Assignment: In the listing below, find every line with the string "none" and pull it out.
• • • • • • •
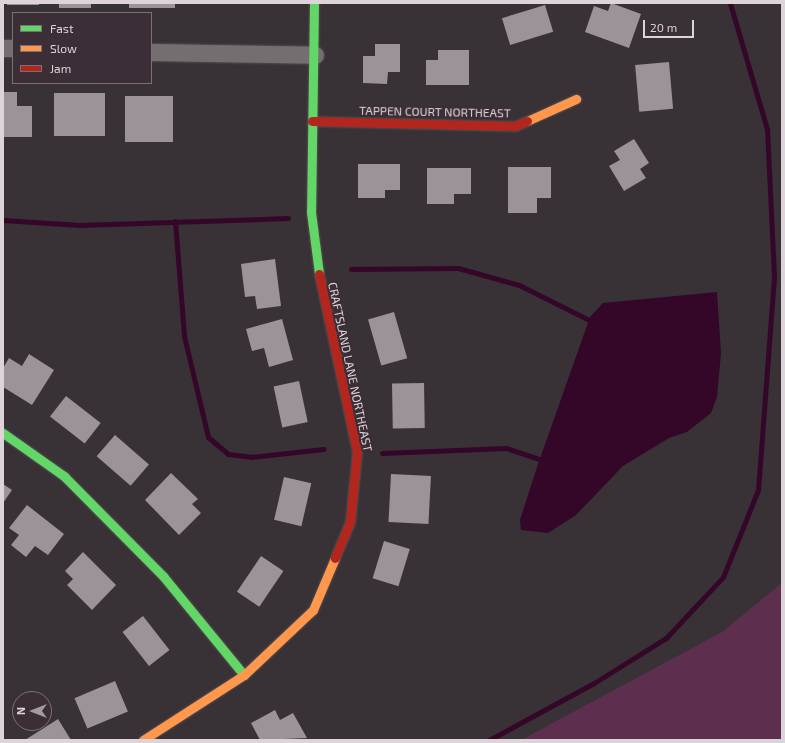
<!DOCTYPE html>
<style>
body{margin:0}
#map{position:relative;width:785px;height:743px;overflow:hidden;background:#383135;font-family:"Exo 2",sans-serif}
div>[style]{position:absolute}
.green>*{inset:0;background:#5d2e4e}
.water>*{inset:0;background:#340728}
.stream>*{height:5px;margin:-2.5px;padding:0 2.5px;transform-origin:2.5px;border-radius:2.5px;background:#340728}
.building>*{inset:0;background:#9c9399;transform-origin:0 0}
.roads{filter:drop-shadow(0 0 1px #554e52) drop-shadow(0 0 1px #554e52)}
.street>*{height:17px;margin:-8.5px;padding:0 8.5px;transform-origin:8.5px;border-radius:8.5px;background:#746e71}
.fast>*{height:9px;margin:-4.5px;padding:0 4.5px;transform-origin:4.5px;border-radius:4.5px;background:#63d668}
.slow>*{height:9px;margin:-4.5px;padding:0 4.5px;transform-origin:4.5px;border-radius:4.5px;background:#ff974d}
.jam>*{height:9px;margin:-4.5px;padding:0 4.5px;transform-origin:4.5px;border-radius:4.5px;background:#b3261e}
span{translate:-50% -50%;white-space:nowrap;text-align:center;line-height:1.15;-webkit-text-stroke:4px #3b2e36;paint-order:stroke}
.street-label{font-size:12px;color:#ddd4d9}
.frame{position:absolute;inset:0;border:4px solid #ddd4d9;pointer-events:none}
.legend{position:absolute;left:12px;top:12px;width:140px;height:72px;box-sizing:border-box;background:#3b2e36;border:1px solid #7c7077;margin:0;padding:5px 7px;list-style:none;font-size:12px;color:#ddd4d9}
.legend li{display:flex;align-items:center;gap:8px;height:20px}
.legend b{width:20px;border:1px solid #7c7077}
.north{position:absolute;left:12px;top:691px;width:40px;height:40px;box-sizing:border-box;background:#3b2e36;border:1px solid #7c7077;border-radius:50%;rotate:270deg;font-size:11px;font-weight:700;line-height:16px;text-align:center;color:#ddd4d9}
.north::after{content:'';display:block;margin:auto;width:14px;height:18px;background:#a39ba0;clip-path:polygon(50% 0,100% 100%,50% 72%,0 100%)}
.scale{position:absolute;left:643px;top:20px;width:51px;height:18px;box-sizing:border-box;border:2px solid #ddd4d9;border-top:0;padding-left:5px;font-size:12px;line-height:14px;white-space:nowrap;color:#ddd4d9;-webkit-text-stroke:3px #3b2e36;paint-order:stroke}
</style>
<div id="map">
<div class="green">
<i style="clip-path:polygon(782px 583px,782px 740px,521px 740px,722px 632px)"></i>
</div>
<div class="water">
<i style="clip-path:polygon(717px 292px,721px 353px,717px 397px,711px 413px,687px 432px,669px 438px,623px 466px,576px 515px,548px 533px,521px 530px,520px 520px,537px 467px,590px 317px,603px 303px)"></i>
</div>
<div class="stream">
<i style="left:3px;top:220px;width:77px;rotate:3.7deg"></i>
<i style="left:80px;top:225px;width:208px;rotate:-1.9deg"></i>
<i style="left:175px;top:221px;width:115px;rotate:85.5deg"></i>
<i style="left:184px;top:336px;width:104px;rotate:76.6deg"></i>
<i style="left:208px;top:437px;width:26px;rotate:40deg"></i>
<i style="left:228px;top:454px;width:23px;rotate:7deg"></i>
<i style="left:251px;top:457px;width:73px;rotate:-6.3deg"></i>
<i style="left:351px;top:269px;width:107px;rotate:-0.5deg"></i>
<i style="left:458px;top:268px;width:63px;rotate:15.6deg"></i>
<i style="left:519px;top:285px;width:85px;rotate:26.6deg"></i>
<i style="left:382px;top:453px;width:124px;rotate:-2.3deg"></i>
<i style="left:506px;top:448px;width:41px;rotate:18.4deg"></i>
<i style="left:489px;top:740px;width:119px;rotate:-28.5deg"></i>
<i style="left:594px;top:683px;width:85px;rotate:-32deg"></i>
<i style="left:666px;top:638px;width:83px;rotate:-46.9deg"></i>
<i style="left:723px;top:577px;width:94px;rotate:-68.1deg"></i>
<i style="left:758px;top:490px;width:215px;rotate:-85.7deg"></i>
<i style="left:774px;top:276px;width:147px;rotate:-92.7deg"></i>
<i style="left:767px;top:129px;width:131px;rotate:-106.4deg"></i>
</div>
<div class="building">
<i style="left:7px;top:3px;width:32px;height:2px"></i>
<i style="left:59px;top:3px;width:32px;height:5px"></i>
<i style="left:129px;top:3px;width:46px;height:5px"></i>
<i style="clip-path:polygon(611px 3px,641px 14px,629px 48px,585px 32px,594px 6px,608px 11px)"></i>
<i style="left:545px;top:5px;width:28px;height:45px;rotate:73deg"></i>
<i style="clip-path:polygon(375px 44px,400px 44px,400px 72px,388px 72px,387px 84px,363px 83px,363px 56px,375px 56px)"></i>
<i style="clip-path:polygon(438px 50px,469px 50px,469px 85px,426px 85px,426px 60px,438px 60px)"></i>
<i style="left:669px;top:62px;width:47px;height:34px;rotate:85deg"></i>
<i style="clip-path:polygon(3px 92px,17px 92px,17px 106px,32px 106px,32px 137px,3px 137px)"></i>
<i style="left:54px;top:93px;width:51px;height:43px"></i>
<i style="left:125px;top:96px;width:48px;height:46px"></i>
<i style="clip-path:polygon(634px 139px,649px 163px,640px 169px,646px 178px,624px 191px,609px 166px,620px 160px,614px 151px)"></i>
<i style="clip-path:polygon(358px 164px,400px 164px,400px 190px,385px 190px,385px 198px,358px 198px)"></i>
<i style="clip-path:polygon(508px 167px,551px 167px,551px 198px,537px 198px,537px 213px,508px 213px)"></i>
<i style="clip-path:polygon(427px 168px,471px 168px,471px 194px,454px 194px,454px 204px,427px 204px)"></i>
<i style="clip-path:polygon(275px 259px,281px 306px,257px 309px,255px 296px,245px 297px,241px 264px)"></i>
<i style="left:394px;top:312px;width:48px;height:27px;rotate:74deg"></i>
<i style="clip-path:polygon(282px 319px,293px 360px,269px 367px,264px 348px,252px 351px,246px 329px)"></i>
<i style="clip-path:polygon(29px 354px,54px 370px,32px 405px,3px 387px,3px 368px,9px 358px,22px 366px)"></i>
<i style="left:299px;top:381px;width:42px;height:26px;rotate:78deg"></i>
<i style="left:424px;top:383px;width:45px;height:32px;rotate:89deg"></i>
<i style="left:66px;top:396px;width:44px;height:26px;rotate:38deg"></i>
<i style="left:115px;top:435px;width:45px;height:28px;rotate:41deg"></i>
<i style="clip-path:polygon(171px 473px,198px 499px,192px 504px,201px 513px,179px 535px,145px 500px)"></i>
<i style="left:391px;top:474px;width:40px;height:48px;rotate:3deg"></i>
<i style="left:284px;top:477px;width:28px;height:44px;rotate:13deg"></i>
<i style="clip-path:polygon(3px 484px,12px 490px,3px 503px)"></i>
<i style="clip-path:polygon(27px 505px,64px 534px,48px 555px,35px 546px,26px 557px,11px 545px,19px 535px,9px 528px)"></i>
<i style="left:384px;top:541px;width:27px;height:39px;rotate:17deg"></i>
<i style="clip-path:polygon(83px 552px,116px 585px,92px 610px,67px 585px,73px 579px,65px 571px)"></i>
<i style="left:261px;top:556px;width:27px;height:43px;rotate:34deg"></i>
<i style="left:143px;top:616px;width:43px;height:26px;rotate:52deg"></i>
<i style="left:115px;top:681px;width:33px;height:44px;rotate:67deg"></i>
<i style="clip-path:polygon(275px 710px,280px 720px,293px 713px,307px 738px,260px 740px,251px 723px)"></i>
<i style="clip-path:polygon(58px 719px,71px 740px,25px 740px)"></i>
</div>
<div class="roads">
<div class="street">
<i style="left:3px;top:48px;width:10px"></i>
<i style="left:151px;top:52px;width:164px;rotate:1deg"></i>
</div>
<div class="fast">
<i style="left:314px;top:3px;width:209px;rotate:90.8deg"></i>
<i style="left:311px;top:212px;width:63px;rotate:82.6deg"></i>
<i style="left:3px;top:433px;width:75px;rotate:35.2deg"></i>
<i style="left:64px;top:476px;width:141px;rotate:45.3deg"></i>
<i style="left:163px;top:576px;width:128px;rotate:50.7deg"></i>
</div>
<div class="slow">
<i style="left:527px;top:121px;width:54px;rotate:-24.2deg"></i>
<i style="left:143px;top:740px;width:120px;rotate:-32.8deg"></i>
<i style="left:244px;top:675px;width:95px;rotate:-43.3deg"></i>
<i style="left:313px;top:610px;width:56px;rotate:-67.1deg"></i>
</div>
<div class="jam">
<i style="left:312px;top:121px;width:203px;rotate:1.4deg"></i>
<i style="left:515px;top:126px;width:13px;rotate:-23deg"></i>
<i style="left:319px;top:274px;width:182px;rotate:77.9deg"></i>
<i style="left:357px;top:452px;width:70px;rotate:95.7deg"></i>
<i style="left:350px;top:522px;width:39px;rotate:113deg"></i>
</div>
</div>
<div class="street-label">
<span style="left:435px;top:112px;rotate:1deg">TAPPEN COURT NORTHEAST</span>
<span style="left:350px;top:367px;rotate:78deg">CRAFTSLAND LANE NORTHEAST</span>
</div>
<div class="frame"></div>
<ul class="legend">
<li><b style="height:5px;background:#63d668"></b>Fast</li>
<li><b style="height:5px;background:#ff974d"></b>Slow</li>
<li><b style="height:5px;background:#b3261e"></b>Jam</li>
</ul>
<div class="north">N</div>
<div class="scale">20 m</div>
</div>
• • • • • • •
Task solution:
.frame{position:absolute;inset:0;border:4px solid #ddd4d9;pointer-events:none}
.legend{position:absolute;left:12px;top:12px;width:140px;height:72px;box-sizing:border-box;background:#3b2e36;border:1px solid #7c7077;margin:0;padding:5px 7px;list-style:none;font-size:12px;color:#ddd4d9}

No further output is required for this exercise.